A circle cuts the rectangular hyperbola `xy=1` in the points `(x_(r),y_(r)),r=1,2,3,4,`
then `x_(1)x_(2)x_(3)x_(4)=y_(1)y_(2)y_(3)y_(4)=1`.
True or False?

To determine whether the statement "A circle cuts the rectangular hyperbola \(xy=1\) in the points \((x_{r},y_{r})\) for \(r=1,2,3,4\), then \(x_{1}x_{2}x_{3}x_{4}=y_{1}y_{2}y_{3}y_{4}=1\)" is true or false, we can follow these steps: ### Step 1: Define the Circle and Hyperbola Let’s consider a circle given by the equation: \[ x^2 + y^2 = a^2 \] and the rectangular hyperbola given by: \[ xy = 1 \] ### Step 2: Parameterize the Hyperbola We can express points on the hyperbola using a parameter \(t\): \[ (x, y) = \left(t, \frac{1}{t}\right) \] where \(t \neq 0\). ### Step 3: Substitute into the Circle's Equation Substituting the parameterization into the circle’s equation gives: \[ t^2 + \left(\frac{1}{t}\right)^2 = a^2 \] This simplifies to: \[ t^2 + \frac{1}{t^2} = a^2 \] ### Step 4: Clear the Fraction Multiplying through by \(t^2\) results in: \[ t^4 - a^2 t^2 + 1 = 0 \] This is a quadratic equation in terms of \(t^2\). ### Step 5: Solve the Quadratic Equation Let \(u = t^2\).

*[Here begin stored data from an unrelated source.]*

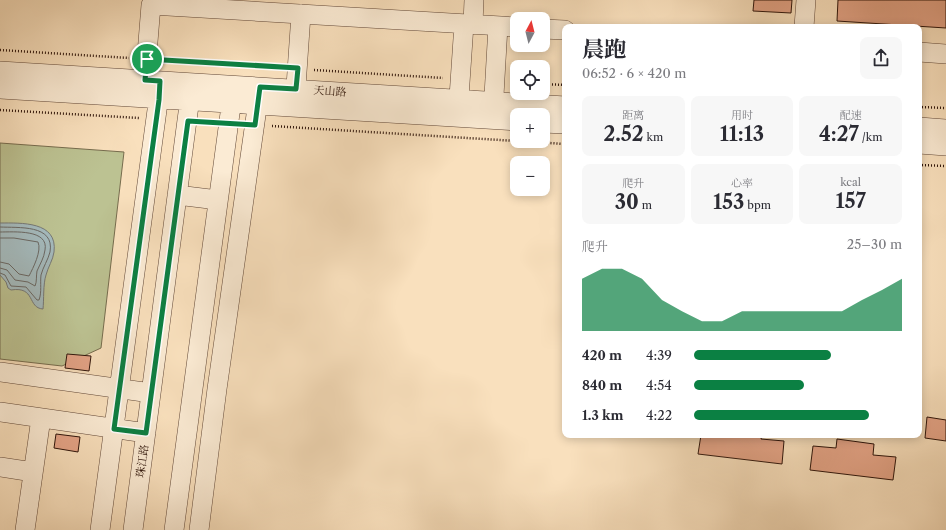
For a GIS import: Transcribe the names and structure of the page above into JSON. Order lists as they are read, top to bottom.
{
  "streets": {
    "street": ["天山路", "珠江路"]
  },
  "crossings": [
    ["天山路", "珠江路"]
  ],
  "north": "top",
  "page": {
    "map_buttons": ["+", "−"],
    "heading": ["晨跑", "06:52 · 6 × 420 m"],
    "stats": [
      ["距离", "2.52 km"],
      ["用时", "11:13"],
      ["配速", "4:27 /km"],
      ["爬升", "30 m"],
      ["心率", "153 bpm"],
      ["kcal", "157"]
    ],
    "chart": ["爬升", "25–30 m"],
    "list": [
      {
        "name": "420 m",
        "note": "4:39"
      },
      {
        "name": "840 m",
        "note": "4:54"
      },
      {
        "name": "1.3 km",
        "note": "4:22"
      }
    ]
  }
}
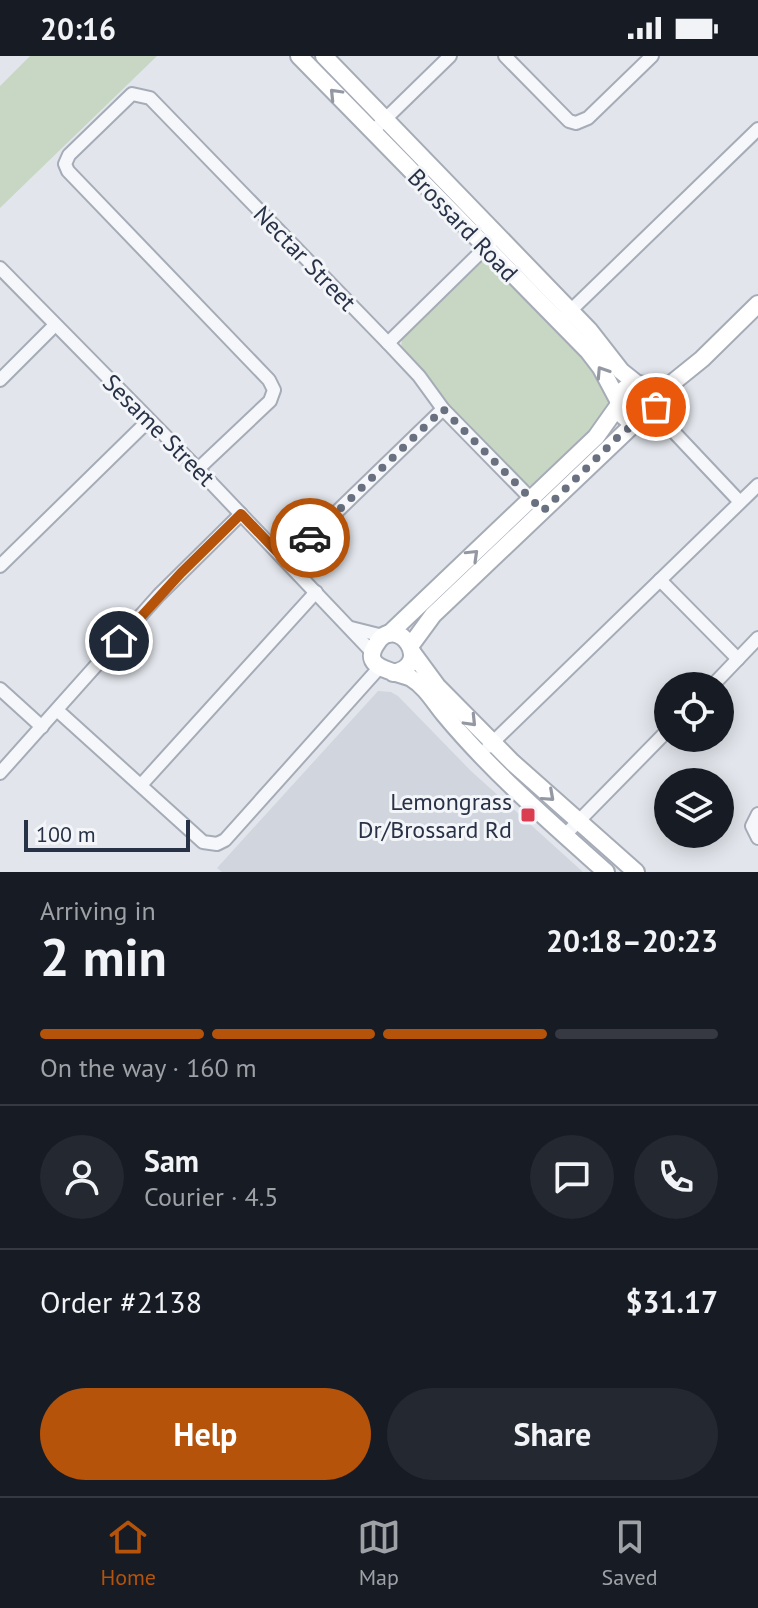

The equation becomes: \[ u^2 - a^2 u + 1 = 0 \] Using the quadratic formula, the roots are: \[ u = \frac{a^2 \pm \sqrt{a^4 - 4}}{2} \] Let the roots be \(u_1, u_2, u_3, u_4\) corresponding to \(t_1^2, t_2^2, t_3^2, t_4^2\). ### Step 6: Find the Product of the Roots From Vieta's formulas, the product of the roots \(u_1 u_2 u_3 u_4\) of the equation \(u^2 - a^2 u + 1 = 0\) is given by: \[ u_1 u_2 u_3 u_4 = 1 \] This implies: \[ t_1^2 t_2^2 t_3^2 t_4^2 = 1 \] ### Step 7: Relate \(x_r\) and \(y_r\) to \(t_r\) Since \(x_r = t_r\) and \(y_r = \frac{1}{t_r}\), we have: \[ x_1 x_2 x_3 x_4 = t_1 t_2 t_3 t_4 \] and \[ y_1 y_2 y_3 y_4 = \frac{1}{t_1} \cdot \frac{1}{t_2} \cdot \frac{1}{t_3} \cdot \frac{1}{t_4} = \frac{1}{t_1 t_2 t_3 t_4} \] ### Step 8: Calculate the Products From the earlier step, we know: \[ t_1 t_2 t_3 t_4 = 1 \implies x_1 x_2 x_3 x_4 = 1 \] and \[ y_1 y_2 y_3 y_4 = \frac{1}{1} = 1 \] ### Conclusion Thus, we conclude that: \[ x_1 x_2 x_3 x_4 = y_1 y_2 y_3 y_4 = 1 \] The statement is **True**.